● **Your objective**: Copy each line of the following material that has the string "solid".

● **Source material**:
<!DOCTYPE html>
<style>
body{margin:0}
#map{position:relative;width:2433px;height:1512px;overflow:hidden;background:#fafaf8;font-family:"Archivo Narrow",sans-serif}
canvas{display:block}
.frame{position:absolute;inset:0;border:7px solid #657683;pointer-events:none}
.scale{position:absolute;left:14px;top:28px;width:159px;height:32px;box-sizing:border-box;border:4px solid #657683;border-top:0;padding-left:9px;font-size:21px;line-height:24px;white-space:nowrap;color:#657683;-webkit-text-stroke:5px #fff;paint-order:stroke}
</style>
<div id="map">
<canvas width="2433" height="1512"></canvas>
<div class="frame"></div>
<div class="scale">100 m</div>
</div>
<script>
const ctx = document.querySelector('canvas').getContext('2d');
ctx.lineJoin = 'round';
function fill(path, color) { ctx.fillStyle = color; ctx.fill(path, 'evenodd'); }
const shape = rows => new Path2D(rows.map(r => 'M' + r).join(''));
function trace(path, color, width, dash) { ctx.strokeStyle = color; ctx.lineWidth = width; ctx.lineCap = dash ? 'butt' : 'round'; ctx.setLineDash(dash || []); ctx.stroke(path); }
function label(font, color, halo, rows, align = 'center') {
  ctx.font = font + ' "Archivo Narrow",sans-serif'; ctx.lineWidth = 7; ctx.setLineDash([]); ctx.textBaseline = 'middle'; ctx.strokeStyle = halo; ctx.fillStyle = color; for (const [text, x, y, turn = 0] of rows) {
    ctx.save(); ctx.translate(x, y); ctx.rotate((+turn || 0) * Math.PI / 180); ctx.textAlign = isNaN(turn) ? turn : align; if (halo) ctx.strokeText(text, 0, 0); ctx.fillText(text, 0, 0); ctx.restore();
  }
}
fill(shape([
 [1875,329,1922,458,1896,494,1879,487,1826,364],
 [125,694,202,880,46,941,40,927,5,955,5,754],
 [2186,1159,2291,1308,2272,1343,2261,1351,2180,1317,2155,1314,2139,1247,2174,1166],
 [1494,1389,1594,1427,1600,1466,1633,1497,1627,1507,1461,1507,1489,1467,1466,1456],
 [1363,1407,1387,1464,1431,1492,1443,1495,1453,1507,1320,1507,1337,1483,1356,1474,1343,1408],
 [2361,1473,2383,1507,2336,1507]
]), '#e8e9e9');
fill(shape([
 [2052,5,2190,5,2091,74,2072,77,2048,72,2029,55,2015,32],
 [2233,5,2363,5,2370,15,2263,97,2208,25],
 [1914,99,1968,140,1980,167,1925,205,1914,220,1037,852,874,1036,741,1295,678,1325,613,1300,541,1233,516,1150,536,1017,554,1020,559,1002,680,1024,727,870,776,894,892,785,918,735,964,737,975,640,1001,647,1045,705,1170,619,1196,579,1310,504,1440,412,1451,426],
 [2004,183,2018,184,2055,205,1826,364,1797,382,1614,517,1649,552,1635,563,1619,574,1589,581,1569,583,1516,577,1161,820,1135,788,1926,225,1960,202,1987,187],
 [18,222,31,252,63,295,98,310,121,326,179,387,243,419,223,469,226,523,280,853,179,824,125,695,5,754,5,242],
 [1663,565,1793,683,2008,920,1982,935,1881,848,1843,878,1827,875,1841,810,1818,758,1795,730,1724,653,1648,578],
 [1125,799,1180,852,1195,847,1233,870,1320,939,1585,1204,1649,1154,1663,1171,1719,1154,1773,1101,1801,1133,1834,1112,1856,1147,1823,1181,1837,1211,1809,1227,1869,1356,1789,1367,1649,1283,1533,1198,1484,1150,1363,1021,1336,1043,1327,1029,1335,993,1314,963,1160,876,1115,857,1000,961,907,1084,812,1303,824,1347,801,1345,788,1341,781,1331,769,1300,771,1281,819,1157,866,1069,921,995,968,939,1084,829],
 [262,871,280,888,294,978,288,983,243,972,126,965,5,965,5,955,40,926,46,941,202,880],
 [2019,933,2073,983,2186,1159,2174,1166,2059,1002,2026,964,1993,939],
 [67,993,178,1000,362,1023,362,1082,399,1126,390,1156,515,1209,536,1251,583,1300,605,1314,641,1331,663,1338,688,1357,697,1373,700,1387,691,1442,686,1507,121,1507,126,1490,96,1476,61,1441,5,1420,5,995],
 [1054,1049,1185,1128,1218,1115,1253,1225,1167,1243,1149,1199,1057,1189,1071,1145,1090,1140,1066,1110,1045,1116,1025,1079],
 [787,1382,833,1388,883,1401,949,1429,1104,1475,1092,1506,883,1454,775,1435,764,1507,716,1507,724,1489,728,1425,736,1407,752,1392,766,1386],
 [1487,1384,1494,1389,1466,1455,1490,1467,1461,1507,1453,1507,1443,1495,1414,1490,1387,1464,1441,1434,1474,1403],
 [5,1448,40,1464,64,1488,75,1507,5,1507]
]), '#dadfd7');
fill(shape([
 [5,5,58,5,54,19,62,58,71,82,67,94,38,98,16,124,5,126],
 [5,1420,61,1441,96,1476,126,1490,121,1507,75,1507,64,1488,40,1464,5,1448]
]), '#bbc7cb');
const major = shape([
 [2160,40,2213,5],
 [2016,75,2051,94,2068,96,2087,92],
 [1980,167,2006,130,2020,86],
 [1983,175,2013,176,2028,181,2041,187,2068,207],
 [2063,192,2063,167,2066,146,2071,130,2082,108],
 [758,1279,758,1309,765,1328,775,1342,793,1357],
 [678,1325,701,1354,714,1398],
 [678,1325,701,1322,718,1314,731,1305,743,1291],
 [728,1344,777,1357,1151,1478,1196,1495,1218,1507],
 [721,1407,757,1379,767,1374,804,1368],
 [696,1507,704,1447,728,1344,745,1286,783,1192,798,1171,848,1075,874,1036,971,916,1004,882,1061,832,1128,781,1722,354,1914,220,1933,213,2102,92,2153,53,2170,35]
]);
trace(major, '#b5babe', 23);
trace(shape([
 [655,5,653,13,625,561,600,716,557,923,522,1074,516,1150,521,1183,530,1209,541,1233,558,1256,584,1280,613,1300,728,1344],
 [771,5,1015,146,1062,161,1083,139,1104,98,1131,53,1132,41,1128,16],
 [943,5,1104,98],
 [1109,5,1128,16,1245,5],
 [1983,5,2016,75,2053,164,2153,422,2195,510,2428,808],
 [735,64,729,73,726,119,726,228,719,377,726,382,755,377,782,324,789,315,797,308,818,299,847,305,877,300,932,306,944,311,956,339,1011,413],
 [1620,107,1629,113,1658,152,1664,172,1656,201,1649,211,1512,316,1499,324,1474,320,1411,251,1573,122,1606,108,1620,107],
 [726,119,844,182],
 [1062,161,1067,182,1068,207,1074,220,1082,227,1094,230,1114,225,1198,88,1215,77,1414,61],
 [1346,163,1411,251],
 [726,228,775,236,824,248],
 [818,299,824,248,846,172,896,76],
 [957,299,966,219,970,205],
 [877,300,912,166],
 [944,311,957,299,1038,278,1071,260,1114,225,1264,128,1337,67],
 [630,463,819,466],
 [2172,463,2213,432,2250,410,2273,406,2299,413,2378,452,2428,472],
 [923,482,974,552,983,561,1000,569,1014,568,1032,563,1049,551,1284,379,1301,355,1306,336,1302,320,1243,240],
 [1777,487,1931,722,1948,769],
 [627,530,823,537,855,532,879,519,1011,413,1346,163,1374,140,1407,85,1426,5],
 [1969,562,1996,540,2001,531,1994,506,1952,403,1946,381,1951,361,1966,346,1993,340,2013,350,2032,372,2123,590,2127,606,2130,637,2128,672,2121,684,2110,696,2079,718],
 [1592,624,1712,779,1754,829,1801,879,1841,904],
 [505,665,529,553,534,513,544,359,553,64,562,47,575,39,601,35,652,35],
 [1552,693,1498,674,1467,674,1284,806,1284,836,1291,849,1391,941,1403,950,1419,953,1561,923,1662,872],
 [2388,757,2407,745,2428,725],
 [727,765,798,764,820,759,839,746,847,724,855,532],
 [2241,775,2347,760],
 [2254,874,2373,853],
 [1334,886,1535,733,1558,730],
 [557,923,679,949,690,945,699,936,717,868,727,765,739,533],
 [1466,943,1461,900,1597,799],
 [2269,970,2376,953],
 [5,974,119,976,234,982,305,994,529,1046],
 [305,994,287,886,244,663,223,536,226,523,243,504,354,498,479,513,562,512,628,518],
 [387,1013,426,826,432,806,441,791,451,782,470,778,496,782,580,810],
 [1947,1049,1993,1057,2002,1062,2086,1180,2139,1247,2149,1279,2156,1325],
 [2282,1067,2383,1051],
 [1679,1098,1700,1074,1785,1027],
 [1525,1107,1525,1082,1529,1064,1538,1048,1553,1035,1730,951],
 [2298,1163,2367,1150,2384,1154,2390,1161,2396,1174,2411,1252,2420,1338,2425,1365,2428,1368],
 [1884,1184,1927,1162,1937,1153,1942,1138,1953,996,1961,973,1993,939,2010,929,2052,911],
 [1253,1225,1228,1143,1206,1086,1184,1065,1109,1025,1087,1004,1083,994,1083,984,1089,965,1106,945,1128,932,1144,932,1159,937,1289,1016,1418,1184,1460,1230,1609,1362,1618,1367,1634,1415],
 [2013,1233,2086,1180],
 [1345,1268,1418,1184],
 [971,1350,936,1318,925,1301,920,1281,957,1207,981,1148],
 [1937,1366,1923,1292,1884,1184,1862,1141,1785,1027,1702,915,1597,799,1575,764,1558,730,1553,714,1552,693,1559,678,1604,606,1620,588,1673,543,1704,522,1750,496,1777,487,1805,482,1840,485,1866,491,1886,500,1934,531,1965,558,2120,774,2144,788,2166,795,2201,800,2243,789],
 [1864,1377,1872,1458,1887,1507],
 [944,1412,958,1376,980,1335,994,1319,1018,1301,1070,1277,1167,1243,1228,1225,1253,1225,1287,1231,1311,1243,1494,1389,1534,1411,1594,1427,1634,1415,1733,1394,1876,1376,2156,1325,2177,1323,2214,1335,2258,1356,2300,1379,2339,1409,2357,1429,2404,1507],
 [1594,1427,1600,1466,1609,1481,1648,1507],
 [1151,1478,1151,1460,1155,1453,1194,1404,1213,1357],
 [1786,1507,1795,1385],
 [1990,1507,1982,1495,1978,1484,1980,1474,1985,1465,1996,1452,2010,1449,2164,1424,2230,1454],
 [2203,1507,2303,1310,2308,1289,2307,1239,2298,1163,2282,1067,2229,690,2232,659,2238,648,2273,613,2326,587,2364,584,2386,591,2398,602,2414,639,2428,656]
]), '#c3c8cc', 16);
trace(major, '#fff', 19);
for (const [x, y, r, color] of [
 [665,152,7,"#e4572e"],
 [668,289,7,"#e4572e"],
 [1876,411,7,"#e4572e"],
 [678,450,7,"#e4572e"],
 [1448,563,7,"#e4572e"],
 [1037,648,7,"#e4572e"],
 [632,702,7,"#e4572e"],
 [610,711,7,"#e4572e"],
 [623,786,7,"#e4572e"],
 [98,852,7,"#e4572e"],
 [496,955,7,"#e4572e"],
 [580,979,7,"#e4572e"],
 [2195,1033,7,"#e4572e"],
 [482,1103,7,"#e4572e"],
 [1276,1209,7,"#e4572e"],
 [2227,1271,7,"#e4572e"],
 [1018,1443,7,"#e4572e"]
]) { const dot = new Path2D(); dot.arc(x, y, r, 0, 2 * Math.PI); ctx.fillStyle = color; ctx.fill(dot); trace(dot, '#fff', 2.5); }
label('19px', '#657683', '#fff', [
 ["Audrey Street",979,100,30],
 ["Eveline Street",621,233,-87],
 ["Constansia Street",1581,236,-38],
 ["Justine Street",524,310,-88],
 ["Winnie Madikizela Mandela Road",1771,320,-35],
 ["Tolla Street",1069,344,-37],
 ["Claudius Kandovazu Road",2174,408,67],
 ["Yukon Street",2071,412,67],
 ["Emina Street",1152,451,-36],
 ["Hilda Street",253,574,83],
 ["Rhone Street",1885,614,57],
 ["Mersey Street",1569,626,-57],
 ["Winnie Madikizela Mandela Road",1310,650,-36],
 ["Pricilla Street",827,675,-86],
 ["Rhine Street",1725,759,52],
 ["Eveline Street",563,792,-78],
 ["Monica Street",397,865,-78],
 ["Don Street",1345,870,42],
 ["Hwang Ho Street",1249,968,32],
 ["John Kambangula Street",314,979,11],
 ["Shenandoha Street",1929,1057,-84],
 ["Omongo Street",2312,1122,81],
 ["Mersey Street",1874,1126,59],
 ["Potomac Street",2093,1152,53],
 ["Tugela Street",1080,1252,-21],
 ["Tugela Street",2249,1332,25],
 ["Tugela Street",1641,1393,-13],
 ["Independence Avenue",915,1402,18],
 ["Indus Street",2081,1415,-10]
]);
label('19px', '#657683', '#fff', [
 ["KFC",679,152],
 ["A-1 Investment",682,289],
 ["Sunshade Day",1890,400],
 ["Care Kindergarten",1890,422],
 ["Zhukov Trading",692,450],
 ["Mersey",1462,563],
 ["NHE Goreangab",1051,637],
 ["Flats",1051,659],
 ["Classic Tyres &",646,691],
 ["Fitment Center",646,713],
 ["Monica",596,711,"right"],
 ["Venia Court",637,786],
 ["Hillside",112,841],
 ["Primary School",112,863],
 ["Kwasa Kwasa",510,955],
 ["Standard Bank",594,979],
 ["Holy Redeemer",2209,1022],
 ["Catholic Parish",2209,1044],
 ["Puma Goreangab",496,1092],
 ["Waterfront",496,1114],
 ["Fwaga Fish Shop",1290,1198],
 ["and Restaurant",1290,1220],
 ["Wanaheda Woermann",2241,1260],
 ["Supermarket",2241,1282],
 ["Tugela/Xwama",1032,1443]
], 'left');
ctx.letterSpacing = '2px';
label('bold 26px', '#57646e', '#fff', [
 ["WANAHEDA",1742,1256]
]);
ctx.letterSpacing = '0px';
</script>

● **Written answer**:
.frame{position:absolute;inset:0;border:7px solid #657683;pointer-events:none}
.scale{position:absolute;left:14px;top:28px;width:159px;height:32px;box-sizing:border-box;border:4px solid #657683;border-top:0;padding-left:9px;font-size:21px;line-height:24px;white-space:nowrap;color:#657683;-webkit-text-stroke:5px #fff;paint-order:stroke}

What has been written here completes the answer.